EXERCISE:
From the records below, return every line containing the word "auto".

Saved data entries:

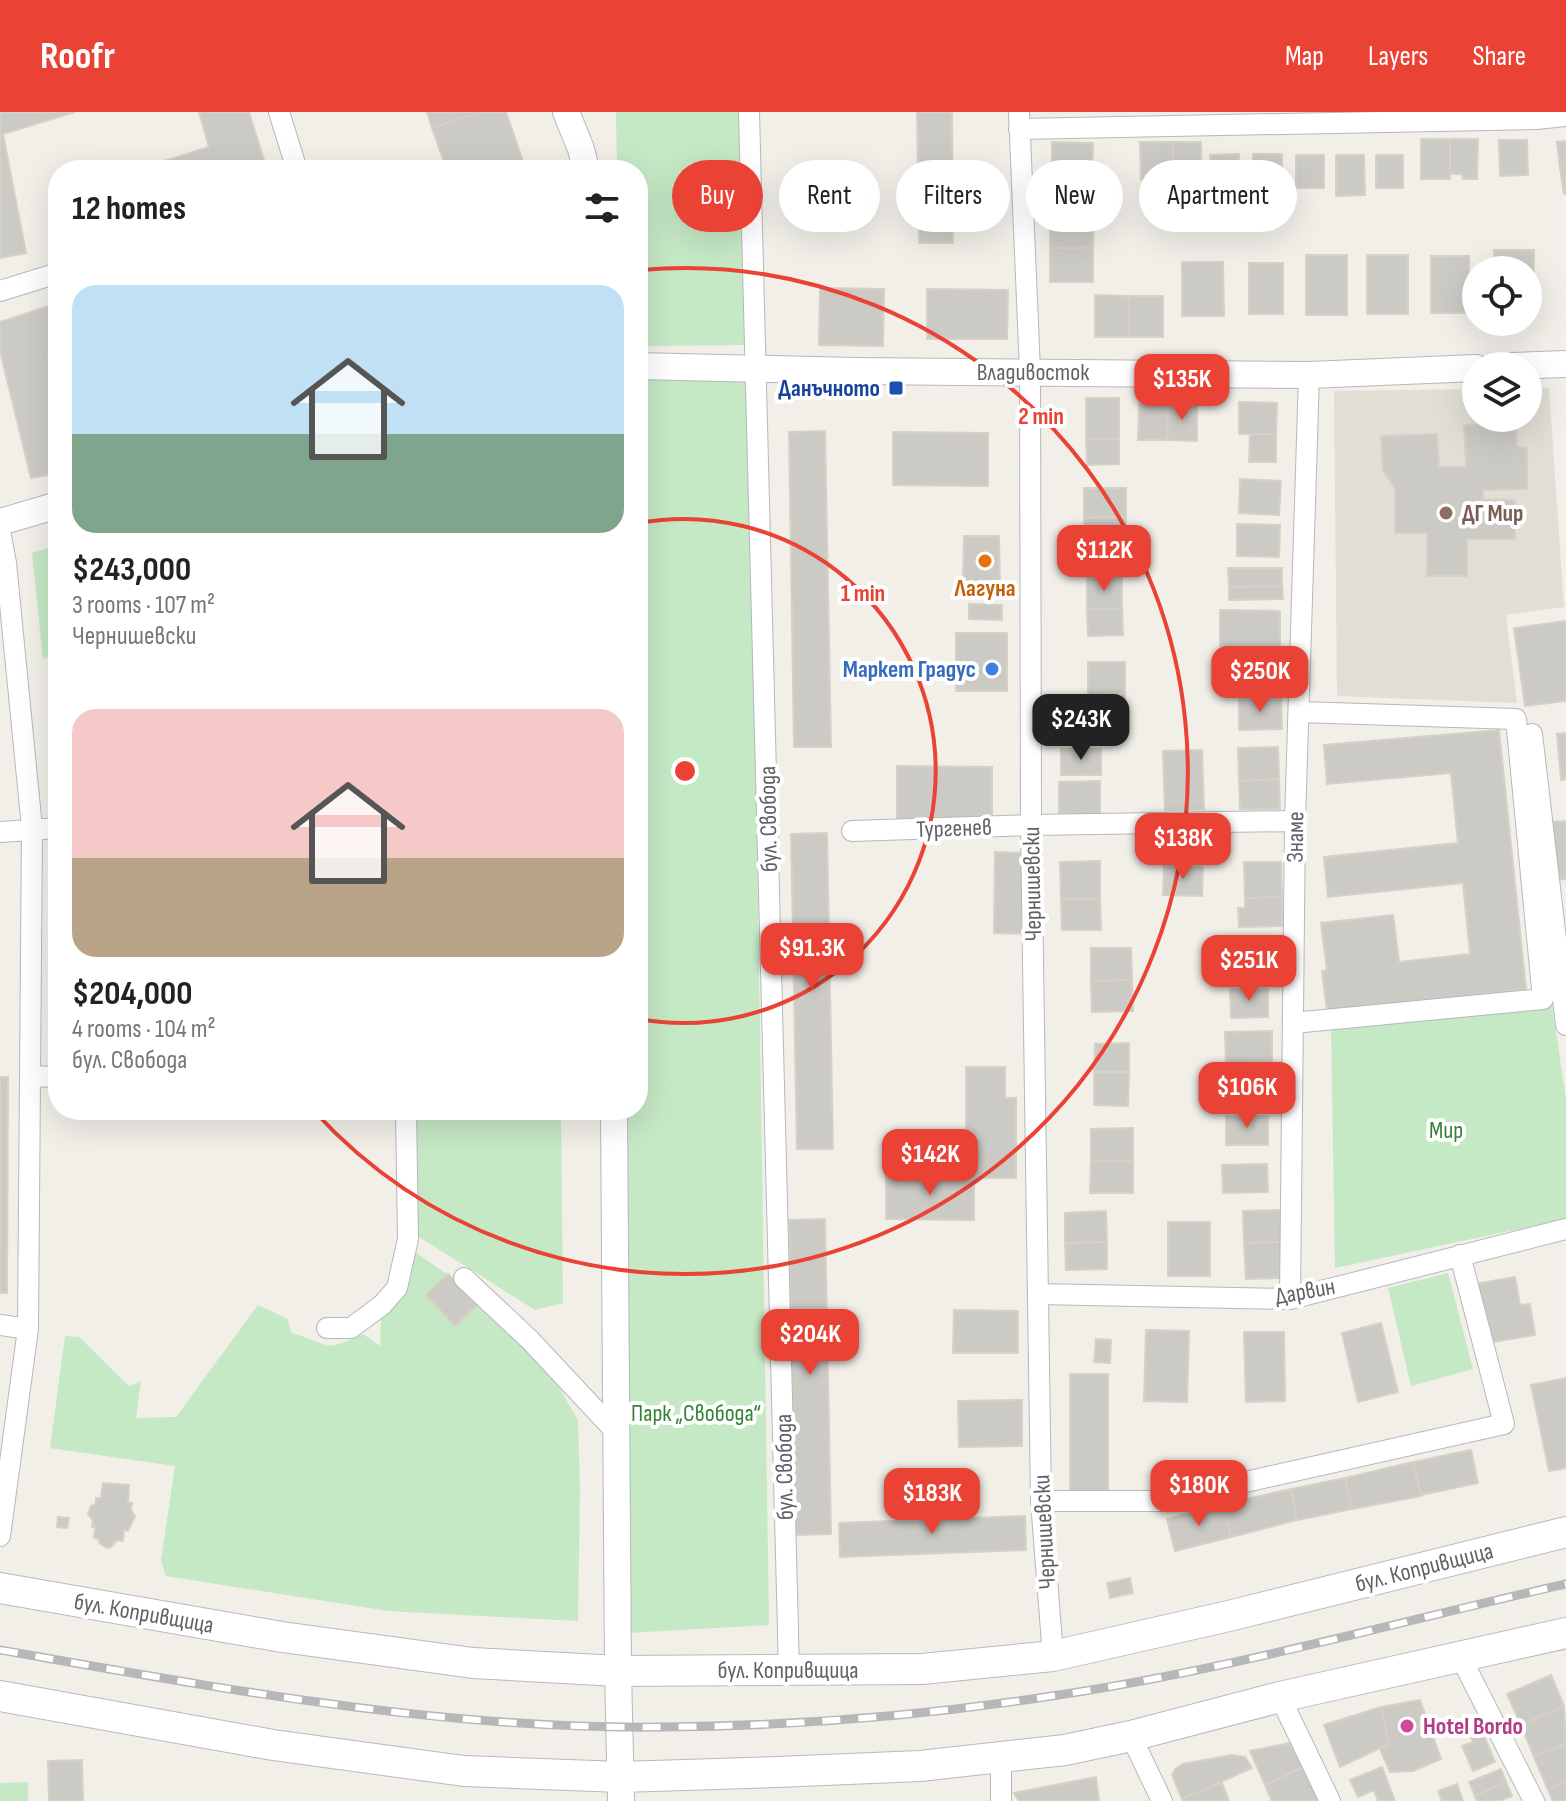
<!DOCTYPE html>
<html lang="en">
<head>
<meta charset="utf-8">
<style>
  body { margin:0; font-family:"Sofia Sans Condensed",sans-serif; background:#f2f2f2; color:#222; height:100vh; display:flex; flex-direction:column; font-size:30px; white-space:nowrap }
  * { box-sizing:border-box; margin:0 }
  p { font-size:26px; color:#767676 }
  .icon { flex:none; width:44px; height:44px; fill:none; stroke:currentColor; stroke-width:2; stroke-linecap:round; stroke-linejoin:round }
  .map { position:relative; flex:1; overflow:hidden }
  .drawer { position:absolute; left:48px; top:48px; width:600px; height:960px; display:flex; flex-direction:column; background:#fff; border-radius:32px; box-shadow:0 8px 32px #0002 }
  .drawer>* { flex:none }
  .banner { position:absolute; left:672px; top:48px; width:760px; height:72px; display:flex; gap:16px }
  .fabs { position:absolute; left:1462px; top:144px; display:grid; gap:16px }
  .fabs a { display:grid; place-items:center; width:80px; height:80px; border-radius:50%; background:#fff; box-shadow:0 8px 32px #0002; font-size:40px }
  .price { position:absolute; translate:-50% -68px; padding:0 18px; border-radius:16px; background:#ea4335; color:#fff; font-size:26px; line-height:52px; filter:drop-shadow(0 2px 4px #0008) }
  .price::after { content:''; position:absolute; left:50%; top:48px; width:24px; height:18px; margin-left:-12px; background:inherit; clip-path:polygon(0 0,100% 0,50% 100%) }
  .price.selected { background:#222; color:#fff }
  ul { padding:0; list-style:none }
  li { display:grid; align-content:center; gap:16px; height:424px; padding:0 24px }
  li span { display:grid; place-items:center; height:248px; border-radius:24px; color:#555 }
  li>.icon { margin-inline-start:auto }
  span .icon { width:144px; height:144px; fill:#fffc; stroke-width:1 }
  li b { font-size:34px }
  h2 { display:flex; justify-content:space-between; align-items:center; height:96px; padding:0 24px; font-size:34px }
  .pill { padding:0 28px; border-radius:36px; background:#fff; box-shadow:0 8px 32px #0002; font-size:28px; line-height:72px }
  .pill.selected { background:#ea4335; color:#fff }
  header { display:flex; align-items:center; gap:48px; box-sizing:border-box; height:112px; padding:0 40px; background:#ea4335; color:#fff }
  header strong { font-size:38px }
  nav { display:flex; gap:44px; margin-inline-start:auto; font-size:28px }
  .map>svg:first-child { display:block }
</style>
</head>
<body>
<header>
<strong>Roofr</strong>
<nav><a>Map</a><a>Layers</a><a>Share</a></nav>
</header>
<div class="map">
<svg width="1566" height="1689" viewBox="0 0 1566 1689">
  <rect width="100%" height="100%" fill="#f1efe8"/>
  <path fill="#e1ded6" d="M1549,276L1564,495L1506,503L1517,591L1337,584L1334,279L1476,277V306H1528V277Z"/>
  <path fill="#c5e8c5" d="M616,0H742L746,233L649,234L638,225V58H617Z
    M750,265L769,1513L627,1521L626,998H638V266Z
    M58,433V542L43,547L32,441Z
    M1552,894L1566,987V1107L1335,1156L1331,916Z
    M416,998H561L563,1191L535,1198L416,1123Z
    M415,1140L460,1171L549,1258L578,1308L580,1378L578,1509L388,1499L166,1464L161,1448L175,1354L50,1336L65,1224L79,1225L129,1274L141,1269L136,1306L176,1305L258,1193L288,1207L291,1221C332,1232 321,1242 363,1222L380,1234L381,1207L400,1180Z
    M1448,1161L1473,1257L1411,1274L1388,1176Z
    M28,1670V1689H0V1671Z"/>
  <path fill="#cccac5" stroke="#d6d1c6" stroke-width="2" d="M0,0H75L3,22L26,141L0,146Z
    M199,0H249L267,58H136L209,35Z
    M427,0H481L432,16Z
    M481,0H506L526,58H447L432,16Z
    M917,0H952L953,131H919Z
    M1421,27H1450V67H1421Z
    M1450,27H1478L1477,67H1463L1462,62H1450Z
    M1499,28H1527L1528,63L1500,64Z
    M1566,29V56H1560L1557,30Z
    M1052,30L1093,31L1092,61L1052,60Z
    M1140,30H1173V68H1141Z
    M1173,30H1201V68H1173Z
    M1239,42V83H1211L1210,43Z
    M1253,42H1282V84H1253Z
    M1296,43H1324V76H1296Z
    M1336,43H1364L1365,83L1336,84Z
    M1376,43H1403V76H1376Z
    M1560,56H1566V82H1564Z
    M1052,60L1092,61V91L1051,90Z
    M1050,103H1094L1093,136H1050Z
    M1050,136H1093V170H1050Z
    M1494,138H1534L1533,200H1528V158H1494Z
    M1306,143H1347V203H1306Z
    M1367,143H1408V202H1367Z
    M1431,144H1469V201H1431Z
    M1182,150H1223L1224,204H1182Z
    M1249,151H1283V202H1249Z
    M820,176L884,177L883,234L819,233Z
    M927,177L1008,178L1007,227H927Z
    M1095,183L1129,184V225H1095Z
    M1129,184H1163V225H1129Z
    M58,191V241L48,244L58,283V361L31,366L0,239V210Z
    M1086,286H1119V327H1086Z
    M1239,290L1277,291L1276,322H1239Z
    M1139,292H1168L1167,328H1138Z
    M1168,292H1197V329L1167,328Z
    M1516,312L1517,334L1527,336V377L1483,378V387L1515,388V427H1467V464H1427V421H1395V376L1383,359L1381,324L1437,322L1439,355H1466L1464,313Z
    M825,319L831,635H794L789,320Z
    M893,320L988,321V374L893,373Z
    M1250,322H1276V350H1249Z
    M1086,327H1119V352L1087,353Z
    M1240,367L1281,369L1279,403L1239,401Z
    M1084,376H1126V405L1084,406Z
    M1126,405V438H1084V406Z
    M1237,412L1280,413L1279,445L1237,444Z
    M964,424H999L1000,472H963Z
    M1228,456H1282V474L1229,475Z
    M1122,465V496L1087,497V466Z
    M1282,474L1283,487L1229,488V475Z
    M969,492L1002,493V508L969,507Z
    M1122,496L1123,523L1088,524L1087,497Z
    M1220,498L1280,499V534H1220Z
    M1566,509V589L1525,594L1514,516Z
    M956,521H1007V579H956Z
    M1238,545H1280V573H1238Z
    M1088,550H1125V582L1088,583Z
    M54,573H58V674H55Z
    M1125,582L1126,615L1089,616L1088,583Z
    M1239,587H1281L1282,617L1239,618Z
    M1499,618L1526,877L1327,900L1322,859L1327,858L1321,811L1393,803L1399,850L1470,842L1463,771L1328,785L1324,745L1458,731L1451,661L1327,672L1324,633Z
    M1566,621V667L1561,668L1557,622Z
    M1278,635L1279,667L1239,669L1238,636Z
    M1061,637H1101V663H1061Z
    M1202,638L1204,697L1165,698L1163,639Z
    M897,654L992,655V708L897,707Z
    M1279,667L1280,697H1240L1239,669Z
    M1100,669V703H1059V670Z
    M1566,709V767L1556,768L1551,710Z
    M827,721L833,1037H797L791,722Z
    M995,740L1022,741V822L994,821Z
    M1100,749V787H1061L1060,750Z
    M1244,750H1281L1282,785L1245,786Z
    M1164,754L1203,755L1202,784L1163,783Z
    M1282,785V814L1239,815L1238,796H1245V786Z
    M1061,787H1100L1101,818H1062Z
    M1226,831H1267V863L1225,862Z
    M1091,836H1131L1132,868L1091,869Z
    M1132,868L1133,899L1092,900L1091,869Z
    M1230,877H1268V905L1231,906Z
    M1272,919V949L1226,951L1225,920Z
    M1129,931V960H1094L1095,932Z
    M966,955H1005V986H1016V1066H966Z
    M1094,960H1129L1128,994L1094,993Z
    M0,965H8L7,1181H0Z
    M1227,965H1271V993H1227Z
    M1226,1004H1268V1033H1226Z
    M1133,1016V1049H1091V1017Z
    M1091,1049H1133V1081H1090Z
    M1267,1052L1268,1080L1223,1081L1222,1053Z
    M886,1061L966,1062V1066H974V1108L886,1107Z
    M1282,1098L1283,1130L1244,1131L1243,1099Z
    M1106,1099L1107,1130L1065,1131V1101Z
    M825,1107L831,1422L795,1423L789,1108Z
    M1168,1110H1210V1164H1168Z
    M1107,1130V1157L1066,1158L1065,1131Z
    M1283,1130L1284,1166L1246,1167L1244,1131Z
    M448,1162L477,1193L455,1214L426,1183Z
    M1515,1165L1520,1193L1530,1192L1535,1223L1486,1231L1475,1172Z
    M954,1198L1018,1199V1241H953Z
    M1381,1211L1398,1280L1358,1290L1342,1221Z
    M1146,1218L1189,1219L1187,1290L1144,1289Z
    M1244,1220H1284L1285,1289L1246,1290Z
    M1096,1227L1111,1228L1110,1251L1094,1250Z
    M1070,1262H1108V1387L1070,1386Z
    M1566,1266V1356L1549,1359L1531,1273Z
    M1022,1288V1334L959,1335L958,1289Z
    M1471,1338L1478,1371L1421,1383L1413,1350Z
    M1413,1350L1421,1384L1352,1397L1345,1366Z
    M1345,1366L1352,1397L1297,1408L1291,1377Z
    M103,1371L129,1373L128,1390L132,1391L131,1398L135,1404L128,1419L124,1418L123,1429L117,1428L111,1435L107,1436L99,1431V1427L94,1426L95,1415H92L93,1409L88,1402L91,1394L96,1392V1386H101Z
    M1291,1377L1297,1408L1231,1425L1223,1392Z
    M1223,1392L1231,1425L1175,1439L1167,1407Z
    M1025,1404L1026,1438L840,1445L839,1411Z
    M58,1405L69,1406L67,1416L57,1415Z
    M1130,1466L1133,1481L1110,1486L1107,1471Z
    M1551,1563L1564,1594L1521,1613L1507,1582Z
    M1420,1588L1441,1647L1413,1659L1390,1660L1380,1637L1389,1632L1381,1595Z
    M1564,1594L1566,1631L1534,1645L1521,1613Z
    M1381,1595L1389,1632L1340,1655L1324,1613Z
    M1479,1612L1495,1650L1473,1659L1462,1634L1473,1630L1468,1617Z
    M1290,1631L1303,1655L1265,1673L1250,1639Z
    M1566,1631V1670L1548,1678L1534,1645Z
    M1232,1643L1245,1645L1252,1656L1182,1687L1172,1663L1175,1657L1183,1652Z
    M82,1648L83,1689H49L48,1649Z
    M1303,1655L1318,1689H1272L1265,1673Z
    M1382,1655L1395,1689H1378L1374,1678L1358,1685L1350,1668Z
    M1501,1657L1506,1670L1475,1684L1469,1670Z
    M1096,1665L1099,1689H1019L1014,1681Z
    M1506,1670L1512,1684L1499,1689H1477L1475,1684Z
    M1566,1670V1689H1553L1548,1678Z
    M1222,1671L1229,1689H1183L1182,1687Z
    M1457,1672L1463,1689H1442L1438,1679Z"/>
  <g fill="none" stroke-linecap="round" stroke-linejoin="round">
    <defs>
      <path id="minor" d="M279,0L297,58
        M749,0L789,1559
        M1019,0L1030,259L1031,713L1041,1389L1053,1544
        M1019,17L1536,7L1566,4
        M0,179L58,161
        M0,419L6,451L32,716L28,1217L0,1424
        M1532,622L1566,913
        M852,719L1031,713L1295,709
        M0,720L58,716
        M1293,911L1543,887L1516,607L1300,600
        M30,964L58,965
        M464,1166L530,1228L616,1320
        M1038,1182L1290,1187L1566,1117
        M1290,1187L1295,709L1309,263
        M0,1213L28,1217
        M327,1216H351L382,1193L397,1176L408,1127L406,998
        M1041,1389H1161L1504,1312L1460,1143
        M1460,1544L1534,1689
        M1280,1585L1330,1689
        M1131,1624L1162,1689
        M1001,1689V1646"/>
      <path id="tertiary" d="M566,0L581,37L586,58
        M638,254L855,259L1309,263L1476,256
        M1513,254L1566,252
        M0,410L58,393
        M614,998L618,1559L621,1689"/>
      <path id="secondary" d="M0,1476L282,1525L473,1551L618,1559L922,1557L1053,1544L1233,1503L1566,1420
        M0,1584L273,1633L464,1659L621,1665L777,1660L920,1654L1065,1638L1131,1624L1280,1585L1566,1521"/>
    </defs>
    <use href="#minor" stroke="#b5b8bc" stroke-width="22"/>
    <use href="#tertiary" stroke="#b5b8bc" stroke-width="28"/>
    <use href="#secondary" stroke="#b6babf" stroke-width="32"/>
    <use href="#minor" stroke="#fff" stroke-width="20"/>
    <use href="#tertiary" stroke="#fff" stroke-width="26"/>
    <use href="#secondary" stroke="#fff" stroke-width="30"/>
    <defs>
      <path id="rail" d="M0,1538C220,1576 440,1618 664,1615C791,1614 919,1604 1045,1585C1221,1560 1393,1511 1566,1472"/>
    </defs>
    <use href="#rail" stroke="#b6b7b8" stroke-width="9"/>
    <use href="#rail" stroke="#fff" stroke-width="6" stroke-dasharray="18" stroke-linecap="butt"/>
  </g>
  <g fill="none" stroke="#ea4335" stroke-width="4">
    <path d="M639 411A252 252 0 1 1 639 907"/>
    <path d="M641 158A503 503 0 1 1 314 999"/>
  </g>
  <rect fill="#1a4fb4" stroke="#fff" stroke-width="3" x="888" y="268" width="16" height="16" rx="4"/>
  <circle fill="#8d6e63" stroke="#fff" stroke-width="3" cx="1446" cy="401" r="8"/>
  <circle fill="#e8710a" stroke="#fff" stroke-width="3" cx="985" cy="449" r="8"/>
  <circle fill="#3f7fe0" stroke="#fff" stroke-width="3" cx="992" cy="557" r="8"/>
  <circle fill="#d1479c" stroke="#fff" stroke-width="3" cx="1407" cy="1614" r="8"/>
  <g text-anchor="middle" stroke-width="8" stroke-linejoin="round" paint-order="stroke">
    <g font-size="24" fill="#5f6368" stroke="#fff">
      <text x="1033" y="268">Владивосток</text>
      <text transform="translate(768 707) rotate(-91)" y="8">бул. Свобода</text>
      <text transform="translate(954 716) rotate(-2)" y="8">Тургенев</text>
      <text transform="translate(1295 725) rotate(-89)" y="8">Знаме</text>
      <text transform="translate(1032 772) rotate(-91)" y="8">Чернишевски</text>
      <text transform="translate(1305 1179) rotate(-10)" y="8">Дарвин</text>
      <text transform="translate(784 1355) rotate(-91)" y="8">бул. Свобода</text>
      <text transform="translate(1044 1420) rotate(-93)" y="8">Чернишевски</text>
      <text transform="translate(1424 1455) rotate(-14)" y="8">бул. Копривщица</text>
      <text transform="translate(144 1501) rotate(10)" y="8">бул. Копривщица</text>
      <text x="788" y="1566">бул. Копривщица</text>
    </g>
    <g font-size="24" font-weight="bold" fill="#164399" stroke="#fff" text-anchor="end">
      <text x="880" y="284">Данъчното</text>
    </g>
    <g font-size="24" font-weight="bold" fill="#785e54" stroke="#fff" text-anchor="start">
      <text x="1462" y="409">ДГ Мир</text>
    </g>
    <g font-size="24" font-weight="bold" fill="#c56008" stroke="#fff">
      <text x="985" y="484">Лагуна</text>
    </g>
    <g font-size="24" font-weight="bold" fill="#366cbe" stroke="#fff" text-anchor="end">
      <text x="976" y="565">Маркет Градус</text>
    </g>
    <g font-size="24" fill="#348238" stroke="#fff">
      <text x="1446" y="1026">Мир</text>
      <text x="696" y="1309">Парк „Свобода“</text>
    </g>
    <g font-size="24" font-weight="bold" fill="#b23c85" stroke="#fff" text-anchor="start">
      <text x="1423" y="1622">Hotel Bordo</text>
    </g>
  </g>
  <circle cx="685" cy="659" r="12" fill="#ea4335" stroke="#fff" stroke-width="4"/>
  <g font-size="24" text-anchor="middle" font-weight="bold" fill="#ea4335" stroke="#fff" stroke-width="8" stroke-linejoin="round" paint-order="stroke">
    <text x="1041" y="312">2 min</text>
    <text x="863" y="489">1 min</text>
  </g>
</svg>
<div class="fabs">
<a><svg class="icon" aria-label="locate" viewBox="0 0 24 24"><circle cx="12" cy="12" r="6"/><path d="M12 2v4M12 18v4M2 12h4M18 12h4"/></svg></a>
<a><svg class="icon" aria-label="layers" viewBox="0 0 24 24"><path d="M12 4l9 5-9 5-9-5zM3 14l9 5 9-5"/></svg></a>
</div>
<b class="price" style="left:1182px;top:310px">$135K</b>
<b class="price" style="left:1104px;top:481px">$112K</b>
<b class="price" style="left:1260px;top:602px">$250K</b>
<b class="price selected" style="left:1081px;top:650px">$243K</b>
<b class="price" style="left:1183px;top:769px">$138K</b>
<b class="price" style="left:812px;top:879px">$91.3K</b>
<b class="price" style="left:1249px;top:891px">$251K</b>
<b class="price" style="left:1247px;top:1018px">$106K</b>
<b class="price" style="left:930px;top:1085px">$142K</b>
<b class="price" style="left:810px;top:1265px">$204K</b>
<b class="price" style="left:1199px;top:1416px">$180K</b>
<b class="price" style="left:932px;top:1424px">$183K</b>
<div class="banner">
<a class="pill selected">Buy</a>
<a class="pill">Rent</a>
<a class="pill">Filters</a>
<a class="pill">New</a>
<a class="pill">Apartment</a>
</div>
<section class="drawer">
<h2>12 homes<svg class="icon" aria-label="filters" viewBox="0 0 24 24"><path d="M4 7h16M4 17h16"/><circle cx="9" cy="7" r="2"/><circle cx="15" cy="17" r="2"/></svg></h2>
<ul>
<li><span style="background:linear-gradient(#bfe0f5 60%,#7fa58c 0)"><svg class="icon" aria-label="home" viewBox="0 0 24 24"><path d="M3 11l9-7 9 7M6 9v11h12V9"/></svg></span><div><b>$243,000</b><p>3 rooms · 107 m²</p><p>Чернишевски</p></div></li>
<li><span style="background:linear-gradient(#f6c9c9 60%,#b9a48a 0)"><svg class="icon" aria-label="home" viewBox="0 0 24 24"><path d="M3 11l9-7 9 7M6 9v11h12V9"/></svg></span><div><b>$204,000</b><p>4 rooms · 104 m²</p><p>бул. Свобода</p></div></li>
</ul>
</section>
</div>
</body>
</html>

TASK RESPONSE:
  li>.icon { margin-inline-start:auto }
  nav { display:flex; gap:44px; margin-inline-start:auto; font-size:28px }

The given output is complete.